*PROVIDED RECORDS:*
▬▬▬▬▬▬▬▬▬▬

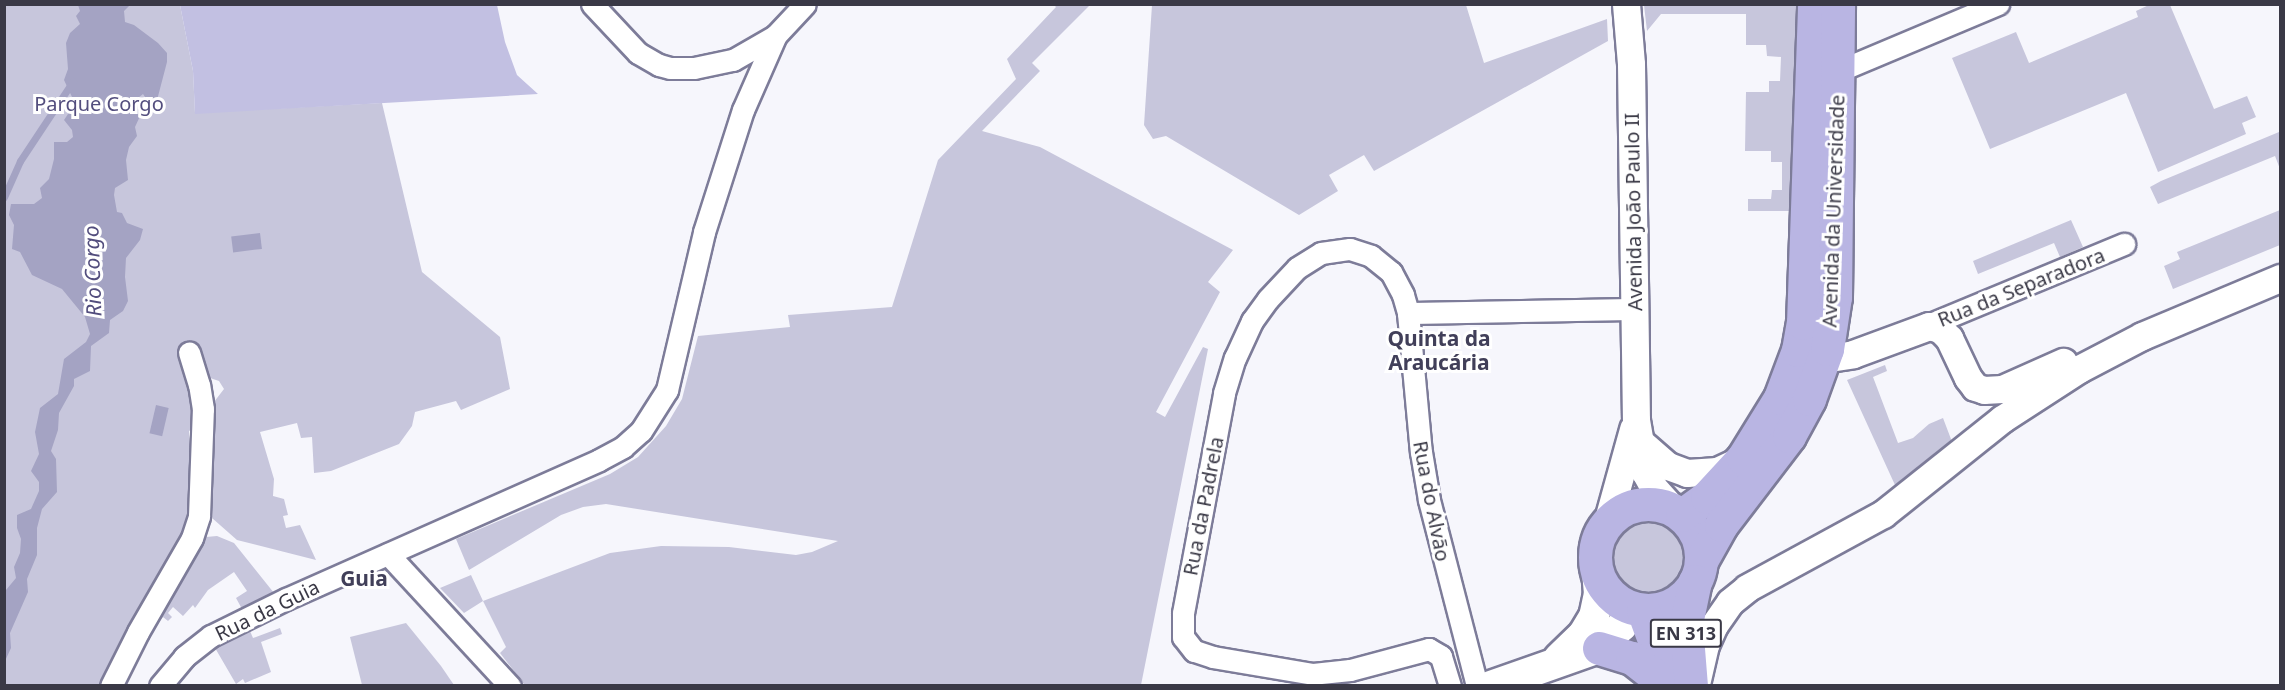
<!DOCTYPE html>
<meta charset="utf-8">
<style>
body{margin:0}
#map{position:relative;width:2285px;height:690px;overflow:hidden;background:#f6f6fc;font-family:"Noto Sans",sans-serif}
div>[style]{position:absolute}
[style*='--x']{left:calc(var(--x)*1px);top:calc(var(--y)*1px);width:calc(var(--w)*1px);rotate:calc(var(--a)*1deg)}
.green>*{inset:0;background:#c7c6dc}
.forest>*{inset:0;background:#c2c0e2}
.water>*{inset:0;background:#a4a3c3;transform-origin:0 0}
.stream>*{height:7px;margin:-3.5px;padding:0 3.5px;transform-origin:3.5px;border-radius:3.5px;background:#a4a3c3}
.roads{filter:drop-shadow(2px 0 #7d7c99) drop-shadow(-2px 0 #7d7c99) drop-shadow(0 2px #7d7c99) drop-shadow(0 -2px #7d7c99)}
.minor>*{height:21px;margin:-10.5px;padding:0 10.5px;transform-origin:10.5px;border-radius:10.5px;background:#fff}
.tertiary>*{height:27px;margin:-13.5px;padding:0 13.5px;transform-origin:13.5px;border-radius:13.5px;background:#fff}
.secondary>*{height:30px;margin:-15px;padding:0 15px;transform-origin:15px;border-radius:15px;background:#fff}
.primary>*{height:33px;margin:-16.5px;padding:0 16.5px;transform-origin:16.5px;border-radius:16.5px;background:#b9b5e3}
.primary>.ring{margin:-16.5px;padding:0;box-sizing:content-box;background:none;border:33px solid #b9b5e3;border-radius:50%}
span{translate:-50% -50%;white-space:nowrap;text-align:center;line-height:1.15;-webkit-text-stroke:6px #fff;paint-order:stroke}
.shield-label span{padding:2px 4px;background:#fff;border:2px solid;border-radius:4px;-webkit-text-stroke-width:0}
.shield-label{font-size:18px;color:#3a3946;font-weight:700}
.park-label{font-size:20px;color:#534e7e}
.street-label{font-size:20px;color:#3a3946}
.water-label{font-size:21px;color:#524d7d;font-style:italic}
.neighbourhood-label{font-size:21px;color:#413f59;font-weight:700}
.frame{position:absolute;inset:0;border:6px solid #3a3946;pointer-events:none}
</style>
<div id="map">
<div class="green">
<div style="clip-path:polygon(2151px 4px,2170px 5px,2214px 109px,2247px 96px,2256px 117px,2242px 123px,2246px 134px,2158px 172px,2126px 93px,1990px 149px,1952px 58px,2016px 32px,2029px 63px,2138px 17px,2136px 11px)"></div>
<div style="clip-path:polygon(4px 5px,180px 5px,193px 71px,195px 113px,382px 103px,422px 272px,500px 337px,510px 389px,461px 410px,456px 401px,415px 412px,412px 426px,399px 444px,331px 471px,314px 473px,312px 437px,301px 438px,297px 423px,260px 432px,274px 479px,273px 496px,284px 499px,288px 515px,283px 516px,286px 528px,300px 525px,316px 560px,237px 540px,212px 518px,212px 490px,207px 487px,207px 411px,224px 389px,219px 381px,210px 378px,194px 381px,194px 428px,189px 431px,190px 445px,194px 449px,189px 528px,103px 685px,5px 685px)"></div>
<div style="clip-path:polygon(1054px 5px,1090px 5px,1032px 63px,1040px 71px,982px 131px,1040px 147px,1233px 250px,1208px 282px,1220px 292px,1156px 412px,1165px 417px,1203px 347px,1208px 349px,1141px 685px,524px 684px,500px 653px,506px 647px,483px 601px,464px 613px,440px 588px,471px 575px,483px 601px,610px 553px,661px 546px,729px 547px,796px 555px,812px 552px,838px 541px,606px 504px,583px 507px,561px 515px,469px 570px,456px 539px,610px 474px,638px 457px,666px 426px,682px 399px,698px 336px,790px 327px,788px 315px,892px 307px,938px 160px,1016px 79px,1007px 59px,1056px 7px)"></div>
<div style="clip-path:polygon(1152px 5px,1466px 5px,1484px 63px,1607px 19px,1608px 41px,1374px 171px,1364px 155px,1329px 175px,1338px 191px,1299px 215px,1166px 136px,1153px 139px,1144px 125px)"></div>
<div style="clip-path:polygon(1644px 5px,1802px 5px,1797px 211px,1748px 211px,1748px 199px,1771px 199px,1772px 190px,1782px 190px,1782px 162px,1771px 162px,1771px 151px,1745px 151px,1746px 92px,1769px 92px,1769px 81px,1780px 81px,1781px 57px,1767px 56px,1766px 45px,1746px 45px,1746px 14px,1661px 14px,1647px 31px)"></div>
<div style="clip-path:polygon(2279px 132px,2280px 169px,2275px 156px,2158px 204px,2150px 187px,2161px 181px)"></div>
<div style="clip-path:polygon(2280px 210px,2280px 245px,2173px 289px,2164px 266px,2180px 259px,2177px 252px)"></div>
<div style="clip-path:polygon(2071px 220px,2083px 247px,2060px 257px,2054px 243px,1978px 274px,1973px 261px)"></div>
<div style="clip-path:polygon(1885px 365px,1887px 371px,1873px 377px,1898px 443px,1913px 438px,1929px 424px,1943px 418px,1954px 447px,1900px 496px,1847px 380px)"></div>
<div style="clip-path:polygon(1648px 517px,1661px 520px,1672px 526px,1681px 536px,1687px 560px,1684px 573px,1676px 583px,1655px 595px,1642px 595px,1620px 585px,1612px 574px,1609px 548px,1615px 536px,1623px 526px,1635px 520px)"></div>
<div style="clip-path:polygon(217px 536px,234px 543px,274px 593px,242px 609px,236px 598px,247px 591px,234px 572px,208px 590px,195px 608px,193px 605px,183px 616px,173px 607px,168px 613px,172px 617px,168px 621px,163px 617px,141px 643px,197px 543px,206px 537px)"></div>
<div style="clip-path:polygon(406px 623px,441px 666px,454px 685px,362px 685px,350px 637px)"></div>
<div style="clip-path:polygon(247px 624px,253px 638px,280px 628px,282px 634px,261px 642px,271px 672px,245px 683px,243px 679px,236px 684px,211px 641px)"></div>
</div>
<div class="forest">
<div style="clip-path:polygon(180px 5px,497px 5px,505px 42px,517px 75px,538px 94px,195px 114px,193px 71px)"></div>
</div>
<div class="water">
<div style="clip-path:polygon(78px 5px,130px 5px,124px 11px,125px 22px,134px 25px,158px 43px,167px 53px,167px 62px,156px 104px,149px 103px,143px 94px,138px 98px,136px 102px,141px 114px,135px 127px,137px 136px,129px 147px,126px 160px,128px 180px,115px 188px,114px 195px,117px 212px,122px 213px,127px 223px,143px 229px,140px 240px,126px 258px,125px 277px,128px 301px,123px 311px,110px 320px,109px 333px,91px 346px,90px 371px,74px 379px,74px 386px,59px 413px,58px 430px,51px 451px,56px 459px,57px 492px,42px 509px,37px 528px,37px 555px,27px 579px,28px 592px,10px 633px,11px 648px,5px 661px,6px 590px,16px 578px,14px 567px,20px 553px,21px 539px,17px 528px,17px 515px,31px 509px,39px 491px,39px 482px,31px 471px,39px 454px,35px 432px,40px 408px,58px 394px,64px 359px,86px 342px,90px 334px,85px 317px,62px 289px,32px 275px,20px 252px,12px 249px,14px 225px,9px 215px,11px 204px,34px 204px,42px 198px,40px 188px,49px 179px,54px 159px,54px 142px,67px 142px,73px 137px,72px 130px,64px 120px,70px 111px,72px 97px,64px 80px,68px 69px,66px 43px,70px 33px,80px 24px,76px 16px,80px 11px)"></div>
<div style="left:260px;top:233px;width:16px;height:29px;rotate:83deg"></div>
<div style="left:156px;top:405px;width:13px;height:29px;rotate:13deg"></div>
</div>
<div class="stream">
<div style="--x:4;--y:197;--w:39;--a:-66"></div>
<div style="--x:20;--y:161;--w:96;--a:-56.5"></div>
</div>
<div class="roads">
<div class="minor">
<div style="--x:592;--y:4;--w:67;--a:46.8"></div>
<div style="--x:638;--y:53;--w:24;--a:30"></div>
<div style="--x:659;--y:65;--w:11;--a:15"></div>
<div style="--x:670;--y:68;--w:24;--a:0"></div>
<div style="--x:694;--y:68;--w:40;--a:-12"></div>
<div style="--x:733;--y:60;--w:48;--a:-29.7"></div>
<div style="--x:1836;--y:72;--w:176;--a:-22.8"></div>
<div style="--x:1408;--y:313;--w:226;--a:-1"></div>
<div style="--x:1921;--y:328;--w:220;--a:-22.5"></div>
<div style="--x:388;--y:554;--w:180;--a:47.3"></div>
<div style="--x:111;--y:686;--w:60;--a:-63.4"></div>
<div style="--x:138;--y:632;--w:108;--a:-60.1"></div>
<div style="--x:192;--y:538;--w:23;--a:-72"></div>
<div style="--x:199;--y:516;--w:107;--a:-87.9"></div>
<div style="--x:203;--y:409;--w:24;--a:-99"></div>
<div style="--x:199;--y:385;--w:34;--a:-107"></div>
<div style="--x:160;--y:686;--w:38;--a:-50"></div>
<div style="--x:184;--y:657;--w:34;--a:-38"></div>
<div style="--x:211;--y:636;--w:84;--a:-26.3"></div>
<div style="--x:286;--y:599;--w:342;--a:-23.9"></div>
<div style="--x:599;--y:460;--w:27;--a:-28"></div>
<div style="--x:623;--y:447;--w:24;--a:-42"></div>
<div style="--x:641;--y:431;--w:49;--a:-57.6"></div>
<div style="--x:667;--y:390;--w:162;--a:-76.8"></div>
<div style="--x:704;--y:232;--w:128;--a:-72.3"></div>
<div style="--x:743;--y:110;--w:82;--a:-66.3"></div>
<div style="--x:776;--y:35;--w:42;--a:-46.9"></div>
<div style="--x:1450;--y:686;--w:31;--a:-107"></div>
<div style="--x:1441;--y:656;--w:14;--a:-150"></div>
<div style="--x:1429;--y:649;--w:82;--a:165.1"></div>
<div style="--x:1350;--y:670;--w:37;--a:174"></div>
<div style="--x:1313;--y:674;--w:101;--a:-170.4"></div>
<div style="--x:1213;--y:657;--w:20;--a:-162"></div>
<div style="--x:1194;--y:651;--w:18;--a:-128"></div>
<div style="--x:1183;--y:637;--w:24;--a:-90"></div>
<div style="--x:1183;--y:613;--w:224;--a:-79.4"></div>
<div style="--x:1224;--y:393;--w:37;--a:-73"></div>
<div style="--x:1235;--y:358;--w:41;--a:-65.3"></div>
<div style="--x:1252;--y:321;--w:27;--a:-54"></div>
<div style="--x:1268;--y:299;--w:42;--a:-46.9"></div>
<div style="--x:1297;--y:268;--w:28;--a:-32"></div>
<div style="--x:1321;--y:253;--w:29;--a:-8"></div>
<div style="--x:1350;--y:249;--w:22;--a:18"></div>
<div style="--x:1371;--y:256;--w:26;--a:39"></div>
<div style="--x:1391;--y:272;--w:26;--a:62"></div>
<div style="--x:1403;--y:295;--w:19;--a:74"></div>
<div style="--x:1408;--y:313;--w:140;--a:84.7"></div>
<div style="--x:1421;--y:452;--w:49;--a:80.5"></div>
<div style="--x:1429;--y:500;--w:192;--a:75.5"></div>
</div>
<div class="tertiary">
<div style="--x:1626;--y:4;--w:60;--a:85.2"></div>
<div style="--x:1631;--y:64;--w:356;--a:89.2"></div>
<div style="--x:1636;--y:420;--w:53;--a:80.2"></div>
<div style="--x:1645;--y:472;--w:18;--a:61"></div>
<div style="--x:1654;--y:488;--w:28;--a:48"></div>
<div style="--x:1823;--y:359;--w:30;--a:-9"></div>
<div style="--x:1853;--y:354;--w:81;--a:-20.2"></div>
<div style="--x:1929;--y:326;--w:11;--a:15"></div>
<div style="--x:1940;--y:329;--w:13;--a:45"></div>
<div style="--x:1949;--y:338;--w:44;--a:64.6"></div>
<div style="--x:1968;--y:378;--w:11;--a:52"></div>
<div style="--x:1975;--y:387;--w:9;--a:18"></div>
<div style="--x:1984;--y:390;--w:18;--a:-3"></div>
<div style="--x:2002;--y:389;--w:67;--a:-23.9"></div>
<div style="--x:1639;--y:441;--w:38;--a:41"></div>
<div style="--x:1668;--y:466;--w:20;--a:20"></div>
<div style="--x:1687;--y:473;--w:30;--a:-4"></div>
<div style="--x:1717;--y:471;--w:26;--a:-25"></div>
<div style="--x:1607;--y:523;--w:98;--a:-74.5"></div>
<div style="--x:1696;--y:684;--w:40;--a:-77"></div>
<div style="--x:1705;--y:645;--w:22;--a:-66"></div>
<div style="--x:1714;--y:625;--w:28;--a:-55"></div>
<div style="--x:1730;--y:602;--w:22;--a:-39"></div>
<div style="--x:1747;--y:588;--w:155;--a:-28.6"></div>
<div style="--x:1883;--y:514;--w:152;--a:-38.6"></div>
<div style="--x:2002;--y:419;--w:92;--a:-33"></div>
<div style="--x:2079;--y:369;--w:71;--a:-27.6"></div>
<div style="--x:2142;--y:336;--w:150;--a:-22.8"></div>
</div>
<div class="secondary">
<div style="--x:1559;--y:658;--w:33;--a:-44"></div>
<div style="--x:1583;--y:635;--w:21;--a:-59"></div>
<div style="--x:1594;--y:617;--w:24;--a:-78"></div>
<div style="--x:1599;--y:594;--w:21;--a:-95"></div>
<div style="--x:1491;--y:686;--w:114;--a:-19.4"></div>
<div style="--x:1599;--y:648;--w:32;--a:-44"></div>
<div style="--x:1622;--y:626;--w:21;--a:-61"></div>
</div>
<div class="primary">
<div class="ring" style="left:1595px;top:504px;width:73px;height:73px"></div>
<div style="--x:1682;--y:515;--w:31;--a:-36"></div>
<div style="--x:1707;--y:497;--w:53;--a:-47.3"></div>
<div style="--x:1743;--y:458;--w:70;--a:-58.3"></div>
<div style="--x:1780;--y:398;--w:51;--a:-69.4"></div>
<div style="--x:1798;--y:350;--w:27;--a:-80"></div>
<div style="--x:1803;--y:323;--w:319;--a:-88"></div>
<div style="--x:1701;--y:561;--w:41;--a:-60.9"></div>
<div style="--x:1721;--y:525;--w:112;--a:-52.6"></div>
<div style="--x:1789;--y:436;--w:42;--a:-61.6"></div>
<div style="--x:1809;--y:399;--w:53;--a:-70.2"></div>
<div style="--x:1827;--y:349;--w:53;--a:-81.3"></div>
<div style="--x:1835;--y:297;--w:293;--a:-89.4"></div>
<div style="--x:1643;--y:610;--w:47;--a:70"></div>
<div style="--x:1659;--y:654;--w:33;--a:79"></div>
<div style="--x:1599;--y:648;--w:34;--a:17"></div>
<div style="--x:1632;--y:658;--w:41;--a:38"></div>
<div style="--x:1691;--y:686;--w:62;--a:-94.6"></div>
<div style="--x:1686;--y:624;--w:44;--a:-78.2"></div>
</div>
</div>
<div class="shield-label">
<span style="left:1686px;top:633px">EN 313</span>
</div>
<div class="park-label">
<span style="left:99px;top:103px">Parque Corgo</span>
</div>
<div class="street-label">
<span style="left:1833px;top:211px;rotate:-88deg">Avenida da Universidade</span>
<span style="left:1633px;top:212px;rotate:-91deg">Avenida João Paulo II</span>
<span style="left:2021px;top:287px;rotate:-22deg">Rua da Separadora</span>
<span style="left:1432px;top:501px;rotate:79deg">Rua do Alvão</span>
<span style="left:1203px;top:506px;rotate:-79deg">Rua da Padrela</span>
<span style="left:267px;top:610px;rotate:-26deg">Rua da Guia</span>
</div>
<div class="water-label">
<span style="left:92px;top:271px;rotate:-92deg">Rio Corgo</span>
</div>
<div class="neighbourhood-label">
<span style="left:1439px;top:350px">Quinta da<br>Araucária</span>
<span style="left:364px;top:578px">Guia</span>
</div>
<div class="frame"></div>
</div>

▬▬▬▬▬▬▬▬▬▬

*WORK REQUEST:* Across all the records, find the lines containing the word "absolute" and reproduce each one.

*COMPLETED TASK:*
div>[style]{position:absolute}
.frame{position:absolute;inset:0;border:6px solid #3a3946;pointer-events:none}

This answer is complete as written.